YOUR INSTRUCTIONS:
Look through the listing below, and wherever a line has the string "linecap", pull it out.

Segment Start: DATA FOR THIS EXERCISE

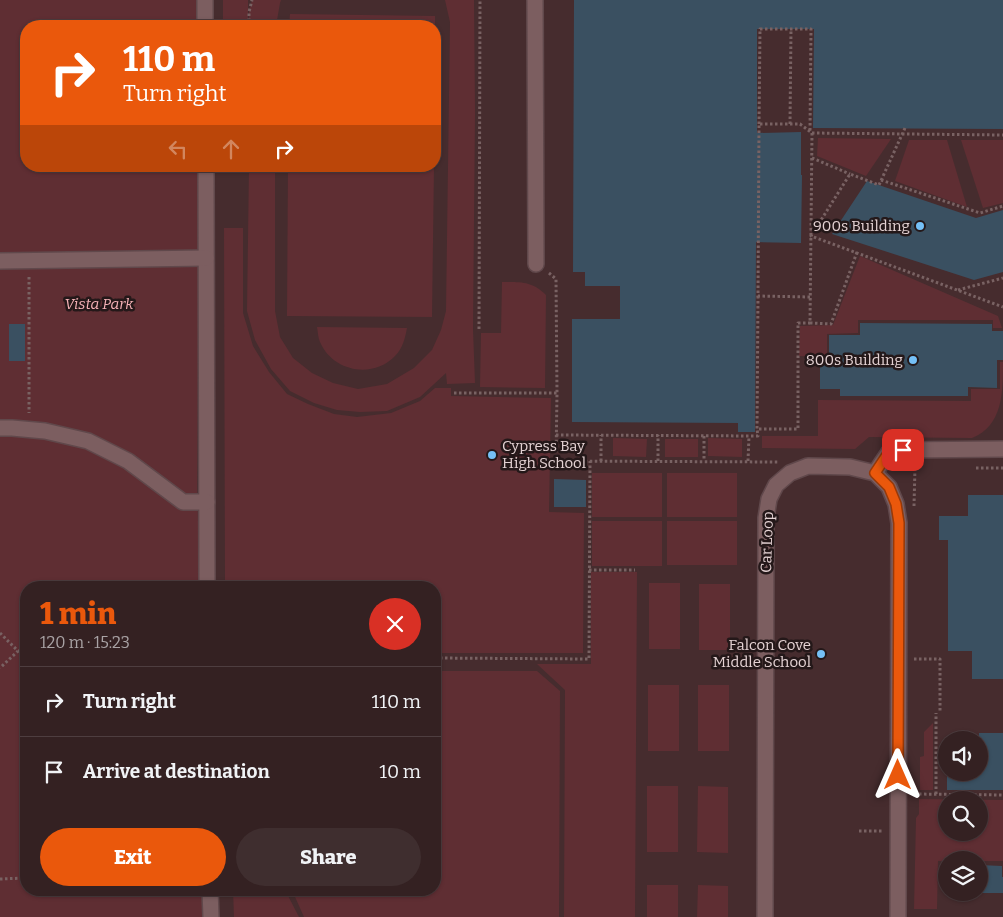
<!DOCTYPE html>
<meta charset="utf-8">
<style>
body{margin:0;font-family:Bitter,serif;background:#3f2e2f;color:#f1f3f6;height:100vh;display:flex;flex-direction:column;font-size:19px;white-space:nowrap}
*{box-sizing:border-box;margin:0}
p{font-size:16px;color:#a9a3a5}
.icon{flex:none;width:28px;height:28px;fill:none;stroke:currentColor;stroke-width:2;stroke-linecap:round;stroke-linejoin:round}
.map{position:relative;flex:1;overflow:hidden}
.drawer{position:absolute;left:20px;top:581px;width:421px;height:315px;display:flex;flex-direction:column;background:#342122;border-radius:20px;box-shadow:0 1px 4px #0004,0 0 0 1px #4e3e40}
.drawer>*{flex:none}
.top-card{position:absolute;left:20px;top:20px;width:421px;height:152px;border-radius:20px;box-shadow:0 1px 4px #0004,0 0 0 1px #4e3e40;background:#ea580c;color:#fff;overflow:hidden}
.controls{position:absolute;left:938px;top:731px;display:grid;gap:10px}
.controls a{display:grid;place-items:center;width:50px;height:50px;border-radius:50%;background:#342122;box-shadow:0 1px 4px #0004,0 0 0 1px #4e3e40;font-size:25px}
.pin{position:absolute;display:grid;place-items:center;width:42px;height:42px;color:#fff;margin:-21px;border-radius:10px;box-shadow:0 2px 8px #0006}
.me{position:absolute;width:55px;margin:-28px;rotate:0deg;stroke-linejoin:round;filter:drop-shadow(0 0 4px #0008)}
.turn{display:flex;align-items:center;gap:18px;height:105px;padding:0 20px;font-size:22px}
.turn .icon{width:65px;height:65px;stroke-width:2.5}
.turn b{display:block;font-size:35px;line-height:42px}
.lanes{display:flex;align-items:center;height:48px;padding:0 20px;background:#0003;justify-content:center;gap:25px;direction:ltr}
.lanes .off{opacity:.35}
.round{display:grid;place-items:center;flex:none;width:52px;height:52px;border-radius:26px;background:#3f2e2f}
.summary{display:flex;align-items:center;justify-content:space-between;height:85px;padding:0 20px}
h1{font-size:30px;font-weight:800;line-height:38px;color:#ea580c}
.primary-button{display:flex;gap:10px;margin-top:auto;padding:10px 20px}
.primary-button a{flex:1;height:58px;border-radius:30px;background:#ea580c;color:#fff;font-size:20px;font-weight:800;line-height:58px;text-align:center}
.primary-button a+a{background:#3f2e2f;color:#f1f3f6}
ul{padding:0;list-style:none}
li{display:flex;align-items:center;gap:15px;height:70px;padding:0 20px;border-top:1px solid #4e3e40}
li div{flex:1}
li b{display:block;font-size:19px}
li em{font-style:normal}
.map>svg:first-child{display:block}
</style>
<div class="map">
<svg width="1003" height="917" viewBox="0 0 1003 917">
<rect width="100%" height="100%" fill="#462c2e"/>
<!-- green -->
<g fill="#5f2e33" fill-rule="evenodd">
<path d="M0,0H198L199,26H26V166H199L197,489L200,587L26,588V890H204L205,917H0Z"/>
<rect x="223" y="0" width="25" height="26"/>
<path d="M252,0H281L280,3L276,26H249V12Z"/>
<path d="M445,0H474L475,112L473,329L475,383L447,384L446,373L420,397L387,411L360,412L337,410L314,403L290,391L271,369L255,340L247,311L249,166H275V311L280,337L293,358L312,373L333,383L358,389L387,384L414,368L432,350L441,330L446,311L450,22Z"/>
<path d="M290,14L435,16V26H289Z"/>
<path d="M818,138L891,139L866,176L817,156Z"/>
<path d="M909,140H947L967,207L895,181Z"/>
<path d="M961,140H1003V203L983,208Z"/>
<path d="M288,166H434L432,317L287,316Z"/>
<path d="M224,228H243V313L253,346L269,372L287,394L308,404L334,414L357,417L391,413L420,401L435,388H451V396L551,398L549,512L584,513L583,653H435V588L225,587Z"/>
<path d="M860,256L998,316L1002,328H993V320H858V333L827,334V357L799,356L800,326L833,325Z"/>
<path d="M502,282C521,282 532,281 546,295L545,388L480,387L481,333H501Z"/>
<path d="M317,327L407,328C405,338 403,348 395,356C373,379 333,372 320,342C318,338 318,332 317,327Z"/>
<path d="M1000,362H1003C1003,392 1003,426 972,438L869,437L855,449L762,448V436H818V400L971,401V389H1000Z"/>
<path d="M613,438L647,439L646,457L613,456Z"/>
<path d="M708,438L742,439V457L708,456Z"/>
<rect x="665" y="439" width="33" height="18"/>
<rect x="592" y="473" width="70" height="44"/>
<rect x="667" y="473" width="70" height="44"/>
<rect x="592" y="521" width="70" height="45"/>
<rect x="667" y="521" width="70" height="44"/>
<path d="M591,572H637L635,917H564L565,690L537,664H591Z"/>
<rect x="649" y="583" width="31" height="66"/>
<rect x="699" y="584" width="31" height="66"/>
<path d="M435,671H537L560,691L559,917H304L292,890H435Z"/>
<rect x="648" y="685" width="31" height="66"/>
<rect x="698" y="685" width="31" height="66"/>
<path d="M933,723V790H920V757L924,756V732Z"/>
<rect x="647" y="786" width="31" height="66"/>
<path d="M698,786L728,787V853L697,852Z"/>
<path d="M919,799L1003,800V861H979V860L938,861L937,909H914L916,818L919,814ZM946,800H979V832H946Z"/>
<rect x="647" y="885" width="31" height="32"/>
<path d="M698,885L728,886V917H697Z"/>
<path d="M233,890H285L299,917H234Z"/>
</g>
<!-- building -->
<g fill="#3a5061">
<path d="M574,0H1003V129L813,128L814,29H757V133L801,132V175H802L801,243L756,242L755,432H738V423L572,422V319H620V286H585V272H573Z"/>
<path d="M867,181L976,218L1003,210V272L974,280L832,234Z"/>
<path d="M860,323L992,324V331H1003V360H997V388L968,387V396H840V389H820V364H829V335H860Z"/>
<rect x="9" y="324" width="16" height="37"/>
<path d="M554,479L586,480V507H554Z"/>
<path d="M968,495H1003V679H972V651H948V540H939V516H968Z"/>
<path d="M979,733H1003V790H947V772H979Z"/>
<path d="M979,865L1002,866V877H1003V893H979Z"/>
</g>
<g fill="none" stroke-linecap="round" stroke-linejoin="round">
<!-- minor casing -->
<g stroke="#60484b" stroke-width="18">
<g id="minor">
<path d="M205,0V26"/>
<path d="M535,0L536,264"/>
<path d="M206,166L207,588"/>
<path d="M0,261L206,258"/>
<path d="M0,428H12L45,431L88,441L128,461L183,502H207"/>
<path d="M875,473L889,452L903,450L1003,449"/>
<path d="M210,890L211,917"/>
<path d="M765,917L766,518L769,499L776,485L790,473L808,466L850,467L875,473L889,487L896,504L899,523L898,917"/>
</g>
</g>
<!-- path -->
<g stroke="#796263" stroke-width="3" stroke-dasharray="2.5 2.5" stroke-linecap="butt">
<path d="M249,26V12L252,0"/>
<path d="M759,124L760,29H811L810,131"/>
<path d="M790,124L791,29"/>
<path d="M905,128L879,185L850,174L811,236L1003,307"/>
<path d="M812,133L810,323L831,324L857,252"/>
<path d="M812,158L850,174"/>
<path d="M881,180L980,213L1003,206"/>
<path d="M549,273L556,279L557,393L556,461L778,462"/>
<path d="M29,277V413"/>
<path d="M958,290L1003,278"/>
<path d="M758,296L757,429H798V323H810"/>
<path d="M810,297L758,296L759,124H800L812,133L1003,135"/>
<path d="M479,329L480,0"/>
<path d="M454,393H557"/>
<path d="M556,435L758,436L757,429"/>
<path d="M704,436V461"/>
<path d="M601,461V435"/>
<path d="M658,461V435"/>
<path d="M748,461L749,436"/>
<path d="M976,468H1003"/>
<path d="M914,506L915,467H918"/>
<path d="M589,570H635"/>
<path d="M0,633L18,651L0,668"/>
<path d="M18,651H26"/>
<path d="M435,658L589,659L590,461"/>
<path d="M914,659H940V713"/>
<path d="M914,794L1003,795"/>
<path d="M936,794V713"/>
<path d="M859,831H884"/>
<path d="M0,879L26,878"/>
</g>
<!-- minor -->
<use href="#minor" stroke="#7c5e60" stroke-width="15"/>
</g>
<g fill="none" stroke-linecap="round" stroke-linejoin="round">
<!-- route casing -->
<g stroke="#983908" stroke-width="12">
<path id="route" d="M898,775L899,523L896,504L889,487L875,473L889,452L903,450"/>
</g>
<!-- route -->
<use href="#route" stroke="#ea580c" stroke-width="9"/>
</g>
<!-- markers -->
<g fill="#75c0f6" stroke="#241819" stroke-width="2">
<circle cx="920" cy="226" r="5"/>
<circle cx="913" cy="360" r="5"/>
<circle cx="492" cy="455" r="5"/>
<circle cx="821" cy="654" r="5"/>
</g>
<g text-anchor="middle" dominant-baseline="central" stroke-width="5" stroke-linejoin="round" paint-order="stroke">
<!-- poi labels -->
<g font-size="15" fill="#e4d2d3" stroke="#241819" text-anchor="end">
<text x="910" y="226">900s Building</text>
<text x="903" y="360">800s Building</text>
<text x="502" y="446" text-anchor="start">Cypress Bay<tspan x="502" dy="17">High School</tspan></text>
<text x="811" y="645">Falcon Cove<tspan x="811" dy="17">Middle School</tspan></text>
</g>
<!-- park labels -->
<g font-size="15" font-style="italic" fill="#f6b2b7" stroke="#241819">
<text x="99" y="304">Vista Park</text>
</g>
<!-- street labels -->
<g font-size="15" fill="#e4d2d3" stroke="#241819">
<text transform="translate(767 542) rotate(-88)">Car Loop</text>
</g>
</g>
</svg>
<div class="controls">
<a><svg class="icon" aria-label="sound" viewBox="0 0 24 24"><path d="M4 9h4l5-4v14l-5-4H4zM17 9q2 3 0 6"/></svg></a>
<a><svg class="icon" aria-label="search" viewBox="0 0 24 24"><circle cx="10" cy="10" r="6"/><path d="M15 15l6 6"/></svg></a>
<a><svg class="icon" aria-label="layers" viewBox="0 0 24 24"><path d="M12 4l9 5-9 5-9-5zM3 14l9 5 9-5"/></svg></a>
</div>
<div class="pin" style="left:903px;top:450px;background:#d93025"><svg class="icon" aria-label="arrive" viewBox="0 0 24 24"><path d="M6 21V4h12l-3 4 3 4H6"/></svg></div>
<svg class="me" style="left:898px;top:775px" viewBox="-20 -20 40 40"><path d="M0-17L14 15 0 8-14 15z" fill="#ea580c" stroke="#fff" stroke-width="4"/></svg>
<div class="top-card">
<div class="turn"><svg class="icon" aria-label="right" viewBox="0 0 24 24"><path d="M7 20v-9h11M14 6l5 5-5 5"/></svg><div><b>110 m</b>Turn right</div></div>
<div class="lanes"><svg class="icon off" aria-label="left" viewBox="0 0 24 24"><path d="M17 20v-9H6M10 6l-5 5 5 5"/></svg><svg class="icon off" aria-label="ahead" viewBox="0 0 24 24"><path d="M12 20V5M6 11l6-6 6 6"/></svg><svg class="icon" aria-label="right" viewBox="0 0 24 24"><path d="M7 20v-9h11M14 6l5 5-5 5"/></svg></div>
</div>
<section class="drawer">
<div class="summary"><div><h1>1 min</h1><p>120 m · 15:23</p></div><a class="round" style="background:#d93025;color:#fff"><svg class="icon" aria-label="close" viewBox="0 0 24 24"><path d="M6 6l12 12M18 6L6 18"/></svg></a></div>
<ul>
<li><svg class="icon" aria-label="right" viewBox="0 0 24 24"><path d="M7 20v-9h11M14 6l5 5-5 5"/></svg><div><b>Turn right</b></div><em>110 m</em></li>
<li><svg class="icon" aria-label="arrive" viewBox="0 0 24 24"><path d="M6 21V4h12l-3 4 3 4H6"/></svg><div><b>Arrive at destination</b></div><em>10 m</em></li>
</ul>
<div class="primary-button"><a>Exit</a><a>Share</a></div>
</section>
</div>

Segment End: DATA FOR THIS EXERCISE

RESPONSE TO THE TASK:
.icon{flex:none;width:28px;height:28px;fill:none;stroke:currentColor;stroke-width:2;stroke-linecap:round;stroke-linejoin:round}
<g fill="none" stroke-linecap="round" stroke-linejoin="round">
<g stroke="#796263" stroke-width="3" stroke-dasharray="2.5 2.5" stroke-linecap="butt">
<g fill="none" stroke-linecap="round" stroke-linejoin="round">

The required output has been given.